Everything is Illuminated by Jonathan Safran Foer
I was given this book by a friend in Denmark. She’s a member of Pet Talk, and an avid reader, though English is not her native language. I was to read them, and pass them along to another Pet Talker, as she was curious as to what I would think of the two books.
I had heard of this book, and remember it getting some positive buzz, and so looked forward to reading it. Boy, was the “buzz” wrong. I did not find the book at all amusing, instead I found it quite annoying. The premise is that it is composed of letters between a young man in Eastern Europe, and the American author who hired his grandfather to guide him, searching for the small town his ancestors fled from, those who survived the Nazis and WWII. It is annoying because the maybe Ukranian kid does not write English as well as he thinks he does, so in the beginning, his writing is full of misused words, and fractured expressions. The one example that springs immediately to mind is that he uses spleen as a verb, in place of annoy or anger. This ONLY makes sense if you are familiar with the expression “he was venting his spleen,” and that is just not commonly used. I immediately understood why my Danish friend had such trouble – I had a hard time understanding the first few chapters, and I have heard English spoken my whole life.
So once you get over this hurdle, the story is long, somewhat tedious, and at its heart, a very sad, depressing, Holocaust story. Interwoven with that tale is a strange sort of folktale regarding a girl who became, eventually, the American’s ancestor. And her story is sad, twisted, and very dark as well. It seems very Old World in tone, and is very Jewish in flavor, that part didn’t bother me. And at least it is told in a fairly straightforward manner.

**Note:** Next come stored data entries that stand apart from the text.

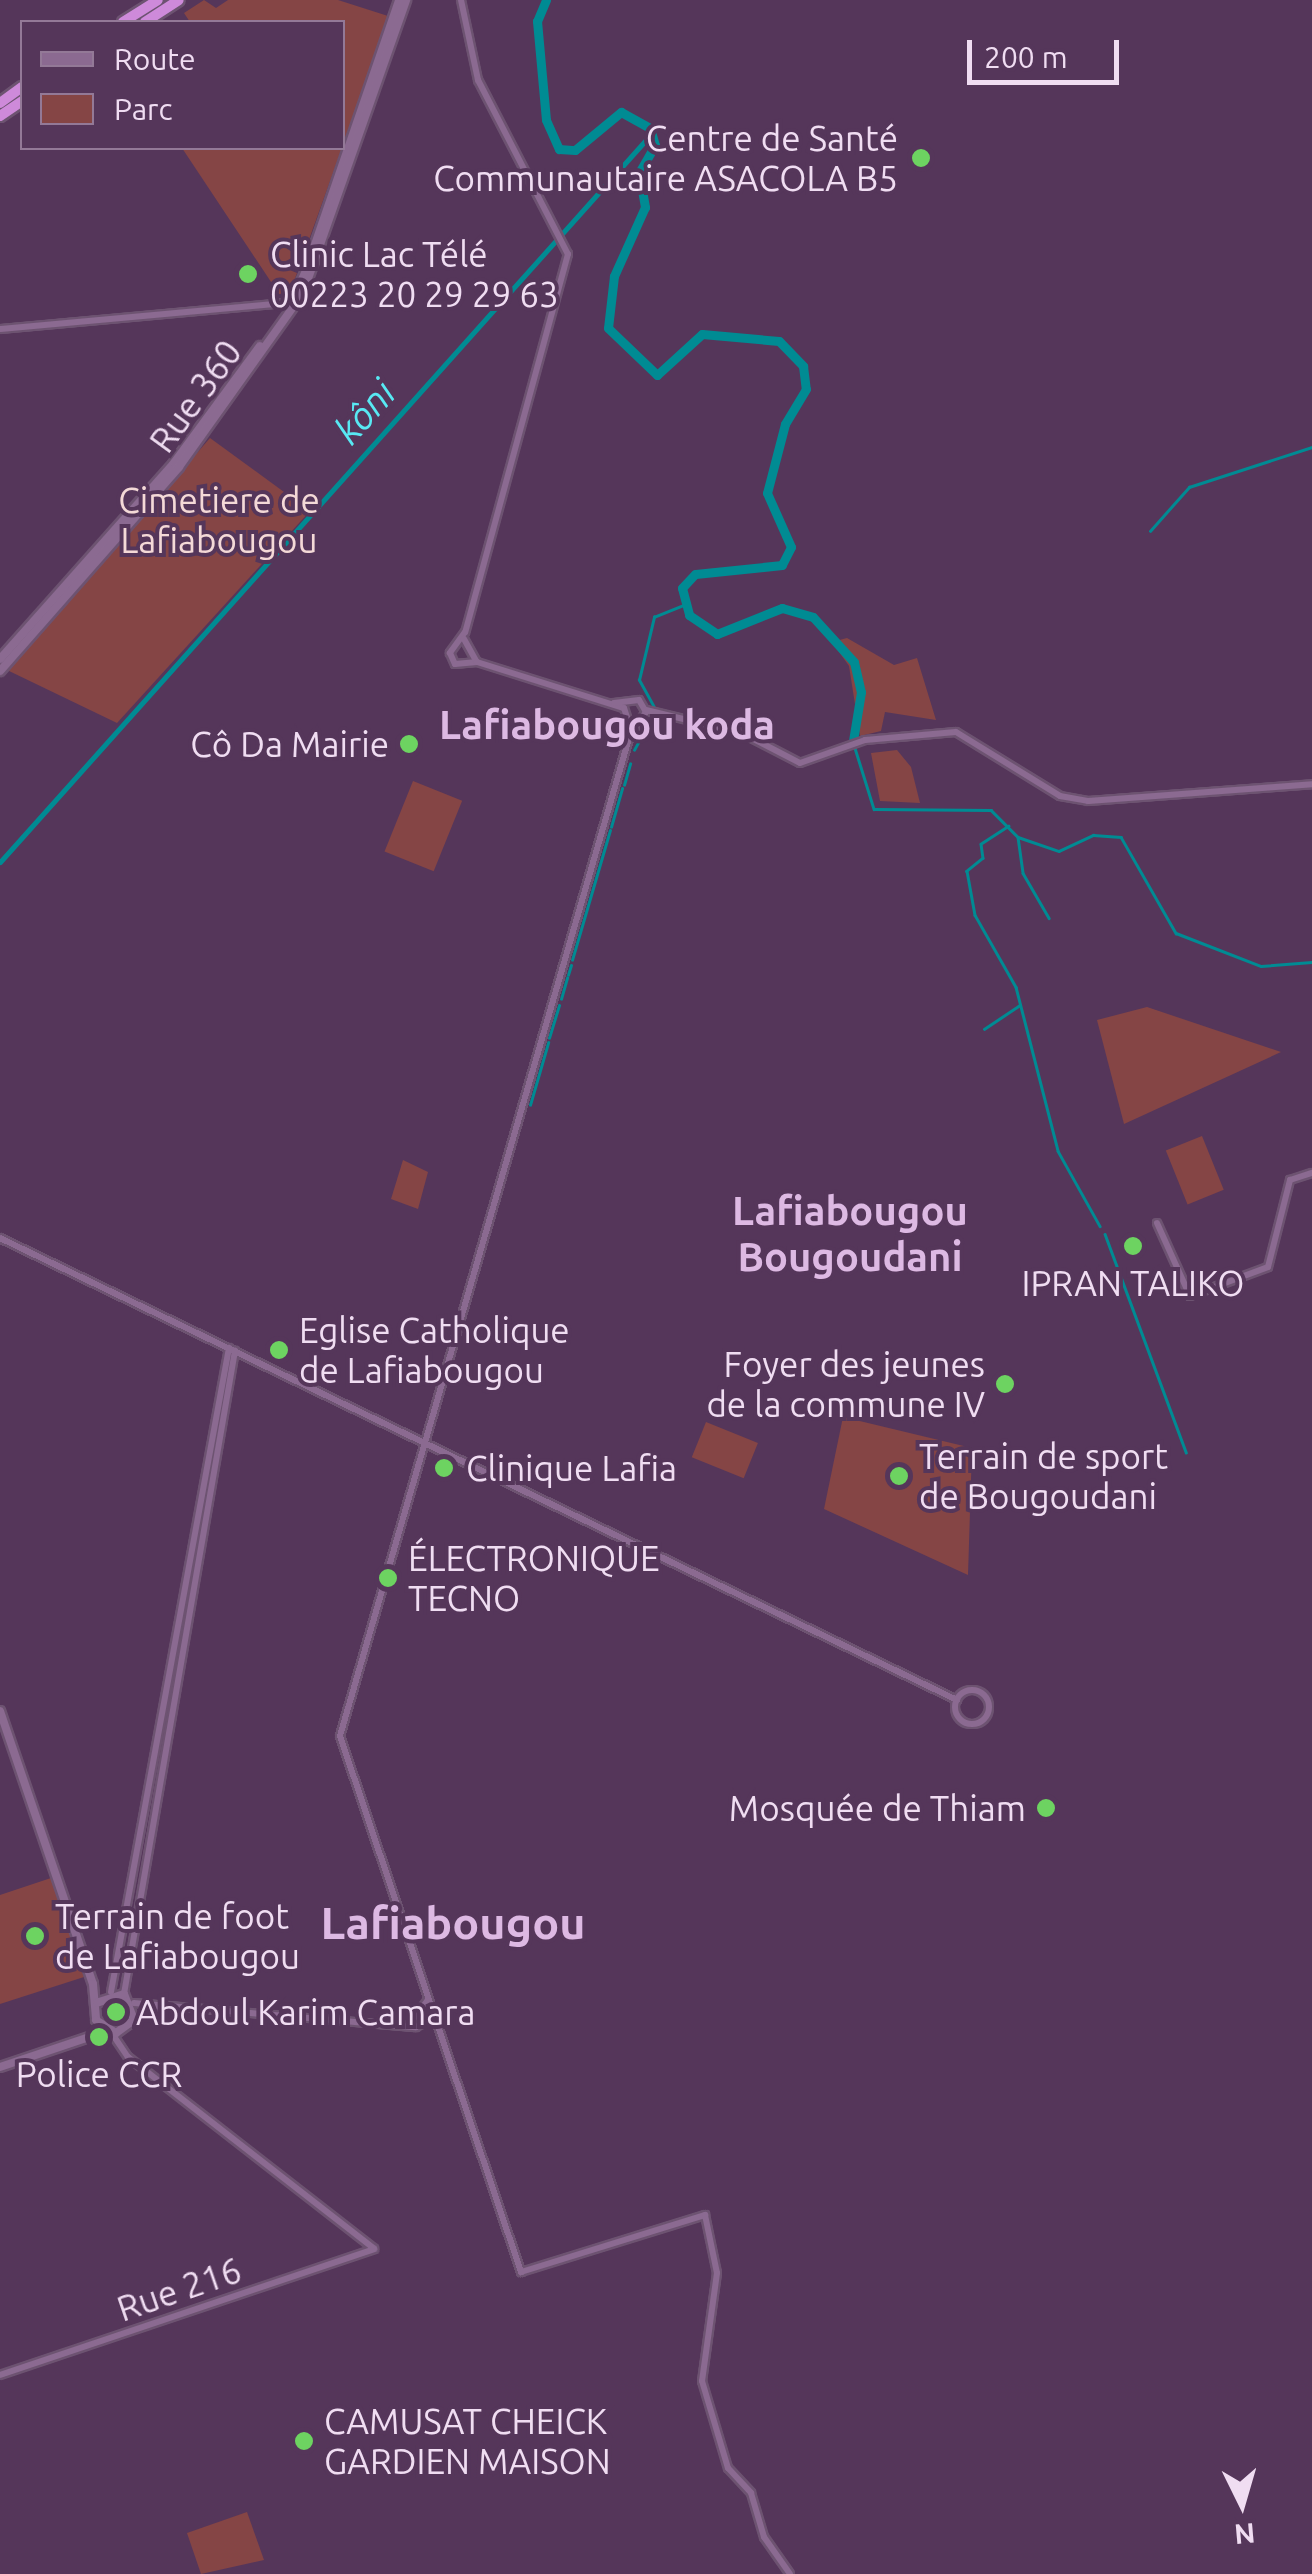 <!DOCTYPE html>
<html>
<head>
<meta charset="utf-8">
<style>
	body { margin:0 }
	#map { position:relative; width:1312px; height:2574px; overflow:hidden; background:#55365a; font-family:Ubuntu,sans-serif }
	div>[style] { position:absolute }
	.green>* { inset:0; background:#854545; transform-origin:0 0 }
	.stream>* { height:2.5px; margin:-1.25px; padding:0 1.25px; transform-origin:1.25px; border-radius:1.25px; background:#008b93 }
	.canal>* { height:5px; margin:-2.5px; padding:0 2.5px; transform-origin:2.5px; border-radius:2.5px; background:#008b93 }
	.river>* { height:9px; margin:-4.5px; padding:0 4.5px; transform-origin:4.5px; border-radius:4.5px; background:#008b93 }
	.roads { filter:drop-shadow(2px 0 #6d5371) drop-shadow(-2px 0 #6d5371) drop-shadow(0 2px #6d5371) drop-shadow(0 -2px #6d5371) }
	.tertiary>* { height:6px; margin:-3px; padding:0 3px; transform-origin:3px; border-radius:3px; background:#8b6a91 }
	.tertiary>.ring { margin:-3px; padding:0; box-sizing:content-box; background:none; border:6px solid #8b6a91; border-radius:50% }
	.secondary>* { height:8px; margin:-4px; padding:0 4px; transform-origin:4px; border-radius:4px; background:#8b6a91 }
	.trunk>* { height:10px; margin:-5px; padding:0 5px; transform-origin:5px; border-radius:5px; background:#ce8ada }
	.dots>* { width:28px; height:28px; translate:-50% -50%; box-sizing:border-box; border:5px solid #55365a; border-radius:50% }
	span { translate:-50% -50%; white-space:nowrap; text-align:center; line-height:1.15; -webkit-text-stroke:8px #55365a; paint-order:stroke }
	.poi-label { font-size:35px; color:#f0ddf2 }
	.right { translate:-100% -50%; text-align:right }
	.left { translate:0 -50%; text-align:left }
	.street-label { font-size:35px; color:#f0ddf2 }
	.park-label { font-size:35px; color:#f4d9d7 }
	.water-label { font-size:38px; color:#58e9f3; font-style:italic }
	.quarter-label { font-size:40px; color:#ddb9e3; font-weight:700 }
	.district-label { font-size:45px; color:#ddb9e3; font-weight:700 }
	.legend { position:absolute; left:20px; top:20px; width:325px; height:130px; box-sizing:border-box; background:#55365a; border:2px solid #937997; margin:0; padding:12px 18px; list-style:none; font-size:30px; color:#f0ddf2 }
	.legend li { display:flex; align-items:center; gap:20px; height:50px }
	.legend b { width:50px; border:2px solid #937997 }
	.north { position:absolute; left:1192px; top:2454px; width:100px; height:100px; -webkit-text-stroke:8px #55365a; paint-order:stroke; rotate:175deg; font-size:28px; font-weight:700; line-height:40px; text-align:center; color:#f0ddf2 }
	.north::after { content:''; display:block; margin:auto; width:35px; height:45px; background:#f0ddf2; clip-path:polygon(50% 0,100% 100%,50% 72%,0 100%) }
	.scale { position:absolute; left:967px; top:40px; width:152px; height:45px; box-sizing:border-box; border:5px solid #f0ddf2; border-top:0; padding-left:12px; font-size:30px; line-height:35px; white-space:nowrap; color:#f0ddf2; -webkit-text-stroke:8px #55365a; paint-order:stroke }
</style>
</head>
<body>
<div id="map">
	<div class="green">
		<i style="clip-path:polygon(204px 0,216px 8px,228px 0,338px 0,388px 16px,343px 145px,342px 22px,190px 22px,184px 13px)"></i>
		<i style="clip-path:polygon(182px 148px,342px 148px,306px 248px,296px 245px,287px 269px,297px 273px,290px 293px,279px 294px)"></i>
		<i style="clip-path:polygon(210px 438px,310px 511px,117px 723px,7px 670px)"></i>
		<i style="clip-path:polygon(847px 638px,894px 665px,917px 658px,936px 720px,885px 712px,881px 731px,860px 736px,849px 666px,832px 642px)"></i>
		<i style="clip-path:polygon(897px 750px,911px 767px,920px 803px,880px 801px,871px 753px)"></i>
		<i style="left:413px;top:781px;width:53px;height:76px;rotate:22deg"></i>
		<i style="clip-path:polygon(1147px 1007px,1281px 1052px,1124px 1124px,1097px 1020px)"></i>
		<i style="left:1202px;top:1136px;width:58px;height:39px;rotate:68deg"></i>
		<i style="clip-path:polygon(403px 1160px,428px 1172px,418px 1209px,391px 1199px)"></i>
		<i style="clip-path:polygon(843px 1417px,972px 1448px,968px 1575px,824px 1509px)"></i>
		<i style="left:706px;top:1422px;width:56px;height:38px;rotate:22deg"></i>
		<i style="clip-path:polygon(51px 1878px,84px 1977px,0 2004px,0 1895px)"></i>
		<i style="clip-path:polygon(247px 2512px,264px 2560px,201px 2574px,187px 2533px)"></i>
	</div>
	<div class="stream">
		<i style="left:1150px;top:531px;width:59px;rotate:-48.4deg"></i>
		<i style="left:1189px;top:487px;width:129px;rotate:-18deg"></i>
		<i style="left:655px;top:709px;width:33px;rotate:-119deg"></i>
		<i style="left:639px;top:680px;width:65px;rotate:-76.6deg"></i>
		<i style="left:654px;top:617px;width:35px;rotate:-22deg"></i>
		<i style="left:855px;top:748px;width:64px;rotate:72.7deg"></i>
		<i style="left:874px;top:809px;width:117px;rotate:0.5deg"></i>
		<i style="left:991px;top:810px;width:38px;rotate:45deg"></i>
		<i style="left:1018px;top:837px;width:43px;rotate:18.9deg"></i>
		<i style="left:1059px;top:851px;width:38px;rotate:-25deg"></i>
		<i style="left:1093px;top:835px;width:28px;rotate:4deg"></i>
		<i style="left:1121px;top:837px;width:111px;rotate:60.2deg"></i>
		<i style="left:1176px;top:933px;width:91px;rotate:21.2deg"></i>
		<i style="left:1261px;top:966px;width:51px;rotate:-4.5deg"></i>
		<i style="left:634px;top:750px;width:39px;rotate:-61deg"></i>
		<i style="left:624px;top:785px;width:22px;rotate:-74deg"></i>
		<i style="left:1009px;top:826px;width:33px;rotate:147deg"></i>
		<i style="left:981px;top:844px;width:14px;rotate:82deg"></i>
		<i style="left:983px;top:858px;width:21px;rotate:141deg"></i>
		<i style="left:967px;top:871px;width:45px;rotate:79.7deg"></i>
		<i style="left:975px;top:915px;width:83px;rotate:60.3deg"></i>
		<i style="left:1016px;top:987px;width:169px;rotate:75.6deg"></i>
		<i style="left:1058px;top:1151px;width:86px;rotate:60.8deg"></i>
		<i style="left:611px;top:827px;width:40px;rotate:-74deg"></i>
		<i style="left:1018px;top:837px;width:36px;rotate:82deg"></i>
		<i style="left:1023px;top:873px;width:52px;rotate:60deg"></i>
		<i style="left:572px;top:960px;width:135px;rotate:-73.7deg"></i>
		<i style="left:568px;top:975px;width:10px;rotate:-73deg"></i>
		<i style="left:561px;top:999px;width:22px;rotate:-74deg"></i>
		<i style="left:984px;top:1029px;width:43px;rotate:-33.7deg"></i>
		<i style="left:549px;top:1038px;width:34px;rotate:-73deg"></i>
		<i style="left:530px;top:1105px;width:65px;rotate:-73.8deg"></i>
		<i style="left:1105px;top:1234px;width:233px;rotate:69.6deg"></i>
	</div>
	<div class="canal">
		<i style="left:0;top:862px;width:978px;rotate:-48.19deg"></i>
	</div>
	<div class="river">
		<i style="left:546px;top:0;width:23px;rotate:113deg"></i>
		<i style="left:537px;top:21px;width:99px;rotate:84.8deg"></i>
		<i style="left:546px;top:120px;width:32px;rotate:66deg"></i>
		<i style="left:559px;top:149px;width:16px;rotate:4deg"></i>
		<i style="left:575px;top:150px;width:60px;rotate:-39.6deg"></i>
		<i style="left:621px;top:112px;width:33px;rotate:29deg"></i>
		<i style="left:650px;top:128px;width:18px;rotate:74deg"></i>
		<i style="left:655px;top:145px;width:32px;rotate:120deg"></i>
		<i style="left:639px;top:173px;width:35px;rotate:80deg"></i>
		<i style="left:645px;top:207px;width:76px;rotate:114.2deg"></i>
		<i style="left:614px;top:276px;width:52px;rotate:96.6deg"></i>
		<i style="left:608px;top:328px;width:68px;rotate:43.8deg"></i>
		<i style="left:657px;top:375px;width:61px;rotate:-42.3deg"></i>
		<i style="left:702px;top:334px;width:77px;rotate:5.2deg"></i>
		<i style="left:779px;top:341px;width:35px;rotate:46deg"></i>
		<i style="left:803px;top:366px;width:23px;rotate:83deg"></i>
		<i style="left:806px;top:389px;width:41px;rotate:121deg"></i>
		<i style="left:785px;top:424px;width:71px;rotate:104.6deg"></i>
		<i style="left:767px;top:493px;width:59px;rotate:66deg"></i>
		<i style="left:791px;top:547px;width:20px;rotate:117deg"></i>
		<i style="left:782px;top:565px;width:87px;rotate:174.1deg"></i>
		<i style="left:695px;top:574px;width:19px;rotate:133deg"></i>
		<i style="left:682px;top:588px;width:28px;rotate:75deg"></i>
		<i style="left:689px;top:615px;width:34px;rotate:34deg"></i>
		<i style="left:717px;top:634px;width:70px;rotate:-21.8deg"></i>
		<i style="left:782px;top:608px;width:32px;rotate:16deg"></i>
		<i style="left:813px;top:617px;width:61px;rotate:47.7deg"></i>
		<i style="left:854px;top:662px;width:31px;rotate:77deg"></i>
		<i style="left:861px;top:692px;width:50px;rotate:99.3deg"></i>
	</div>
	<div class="roads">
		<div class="tertiary">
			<i style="left:461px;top:0;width:82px;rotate:78deg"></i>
			<i style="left:478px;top:80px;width:196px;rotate:62.7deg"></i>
			<i style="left:568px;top:254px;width:392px;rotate:105.2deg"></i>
			<i style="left:465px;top:632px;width:26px;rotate:126deg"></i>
			<i style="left:450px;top:653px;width:12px;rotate:66deg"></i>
			<i style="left:455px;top:664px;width:22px;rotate:-5deg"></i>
			<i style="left:0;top:329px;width:297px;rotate:-5.2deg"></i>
			<i style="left:464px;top:639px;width:26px;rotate:61deg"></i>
			<i style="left:477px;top:662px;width:154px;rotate:17.4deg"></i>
			<i style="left:624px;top:708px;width:22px;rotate:72deg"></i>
			<i style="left:614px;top:703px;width:25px;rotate:-7deg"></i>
			<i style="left:639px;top:700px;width:14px;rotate:60deg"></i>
			<i style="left:646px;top:712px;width:28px;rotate:125deg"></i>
			<i style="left:630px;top:735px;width:1042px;rotate:106.16deg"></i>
			<i style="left:340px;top:1736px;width:566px;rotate:71.34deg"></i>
			<i style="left:521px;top:2272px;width:193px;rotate:-17.2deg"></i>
			<i style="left:705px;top:2215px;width:59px;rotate:78.3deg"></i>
			<i style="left:717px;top:2273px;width:109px;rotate:97.9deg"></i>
			<i style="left:702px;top:2381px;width:91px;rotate:73.4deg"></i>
			<i style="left:728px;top:2468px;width:34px;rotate:47deg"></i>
			<i style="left:751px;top:2493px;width:46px;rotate:73.5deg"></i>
			<i style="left:764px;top:2537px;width:45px;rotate:54.9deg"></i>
			<i style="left:646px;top:710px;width:99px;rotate:13.5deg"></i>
			<i style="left:742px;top:733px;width:65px;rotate:27.3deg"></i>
			<i style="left:800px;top:763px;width:69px;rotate:-19.5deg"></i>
			<i style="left:865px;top:740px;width:91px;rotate:-5deg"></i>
			<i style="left:956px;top:732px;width:122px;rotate:31.6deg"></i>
			<i style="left:1060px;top:796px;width:28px;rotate:10deg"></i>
			<i style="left:1088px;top:801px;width:225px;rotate:-4.3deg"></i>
			<i style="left:1157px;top:1223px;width:80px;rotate:65.7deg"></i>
			<i style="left:1190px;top:1296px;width:83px;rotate:-20.4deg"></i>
			<i style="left:1268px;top:1267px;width:90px;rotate:-75.8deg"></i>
			<i style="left:1290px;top:1180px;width:23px;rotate:-18deg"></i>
			<i style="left:0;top:1238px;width:1063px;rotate:25.77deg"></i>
			<i class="ring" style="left:955px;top:1690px;width:28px;height:28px"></i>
			<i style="left:111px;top:1992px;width:655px;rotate:-79.62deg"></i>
			<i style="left:124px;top:1994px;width:653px;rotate:-80.21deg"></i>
			<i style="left:134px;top:2003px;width:283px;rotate:4.9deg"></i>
			<i style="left:416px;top:2027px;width:18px;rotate:-29deg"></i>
			<i style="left:134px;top:2020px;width:27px;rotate:-31deg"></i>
			<i style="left:409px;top:2025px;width:30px;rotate:-53deg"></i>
			<i style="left:111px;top:2032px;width:30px;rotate:56deg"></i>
			<i style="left:128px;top:2057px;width:311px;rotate:37.9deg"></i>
			<i style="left:0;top:2375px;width:395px;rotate:-18.6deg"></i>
		</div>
		<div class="secondary">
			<i style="left:311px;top:256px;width:271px;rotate:-71deg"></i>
			<i style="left:292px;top:302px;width:36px;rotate:-66deg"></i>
			<i style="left:0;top:659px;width:262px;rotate:-48.4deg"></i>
			<i style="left:174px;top:463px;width:145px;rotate:-53.7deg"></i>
			<i style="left:0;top:671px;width:271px;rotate:-48.7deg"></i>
			<i style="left:179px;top:467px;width:214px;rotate:-54.5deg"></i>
			<i style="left:303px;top:293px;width:311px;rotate:-70.6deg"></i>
			<i style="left:0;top:1711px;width:288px;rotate:71.2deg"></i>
			<i style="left:93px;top:1984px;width:36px;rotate:85deg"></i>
			<i style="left:96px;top:2020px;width:24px;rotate:33deg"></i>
			<i style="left:116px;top:2033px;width:22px;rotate:-36deg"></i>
			<i style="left:134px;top:2020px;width:28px;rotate:-111deg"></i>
			<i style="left:124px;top:1994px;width:28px;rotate:162deg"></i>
			<i style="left:0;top:2067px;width:113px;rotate:-18.6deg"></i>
		</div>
		<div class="trunk">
			<i style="left:123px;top:22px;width:41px;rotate:-32.2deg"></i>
			<i style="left:145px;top:22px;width:40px;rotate:-32.9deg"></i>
			<i style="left:0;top:103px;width:27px;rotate:-36deg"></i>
			<i style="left:0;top:116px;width:27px;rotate:-34deg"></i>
		</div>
	</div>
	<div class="dots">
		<i style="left:921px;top:158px;background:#6dd361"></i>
		<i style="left:248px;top:274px;background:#6dd361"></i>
		<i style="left:409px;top:744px;background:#6dd361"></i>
		<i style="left:1133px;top:1246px;background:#6dd361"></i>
		<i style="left:279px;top:1350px;background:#6dd361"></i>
		<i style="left:1005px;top:1384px;background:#6dd361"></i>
		<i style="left:444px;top:1468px;background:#6dd361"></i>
		<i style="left:899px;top:1476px;background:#6dd361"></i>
		<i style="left:388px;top:1578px;background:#6dd361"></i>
		<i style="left:1046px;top:1808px;background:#6dd361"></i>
		<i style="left:35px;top:1936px;background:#6dd361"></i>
		<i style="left:116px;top:2012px;background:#6dd361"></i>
		<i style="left:99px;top:2037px;background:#6dd361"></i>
		<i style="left:304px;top:2441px;background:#6dd361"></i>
	</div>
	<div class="poi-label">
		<span class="right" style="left:898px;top:158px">Centre de Santé<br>Communautaire ASACOLA B5</span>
		<span class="left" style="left:270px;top:274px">Clinic Lac Télé<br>00223 20 29 29 63</span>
		<span class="right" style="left:389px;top:744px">Cô Da Mairie</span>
		<span style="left:1133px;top:1283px">IPRAN TALIKO</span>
		<span class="left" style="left:299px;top:1350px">Eglise Catholique<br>de Lafiabougou</span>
		<span class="right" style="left:985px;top:1384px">Foyer des jeunes<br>de la commune IV</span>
		<span class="left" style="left:919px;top:1476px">Terrain de sport<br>de Bougoudani</span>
		<span class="left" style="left:466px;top:1468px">Clinique Lafia</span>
		<span class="left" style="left:408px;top:1578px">ÉLECTRONIQUE<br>TECNO</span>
		<span class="right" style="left:1026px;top:1808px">Mosquée de Thiam</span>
		<span class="left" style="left:55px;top:1936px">Terrain de foot<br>de Lafiabougou</span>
		<span class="left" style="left:136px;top:2012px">Abdoul Karim Camara</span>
		<span style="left:99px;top:2074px">Police CCR</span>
		<span class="left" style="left:324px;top:2441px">CAMUSAT CHEICK<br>GARDIEN MAISON</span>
	</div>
	<div class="street-label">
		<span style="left:195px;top:396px;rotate:-54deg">Rue 360</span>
		<span style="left:179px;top:2289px;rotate:-19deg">Rue 216</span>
	</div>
	<div class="park-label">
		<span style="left:219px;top:520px">Cimetiere de<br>Lafiabougou</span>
	</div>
	<div class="water-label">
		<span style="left:365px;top:412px;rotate:-48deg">kôni</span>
	</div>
	<div class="quarter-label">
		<span style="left:607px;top:725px">Lafiabougou koda</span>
		<span style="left:850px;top:1234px">Lafiabougou<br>Bougoudani</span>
	</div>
	<div class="district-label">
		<span style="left:453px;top:1923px">Lafiabougou</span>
	</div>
	<ul class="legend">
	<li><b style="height:12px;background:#8b6a91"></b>Route</li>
	<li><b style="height:28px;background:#854545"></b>Parc</li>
	</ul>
	<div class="north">N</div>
	<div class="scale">200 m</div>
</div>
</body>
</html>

I did persevere and finish the book, it got easier to read as it went along, but I would not reccomend it. And after I finished it, I read the comments on the back which called it “humorous” and “delightful,” which I just did NOT agree with. Listen, I do not demand that everything be sweetness and light by any means. But when the single, somewhat redeeming act in a book is a suicide, sorry, I don’t count it as funny. I can see how it was TRYING to be funny, but that doesn’t make it funny for real.
I will pass it along, but at least the next person is forewarned to have low expectations!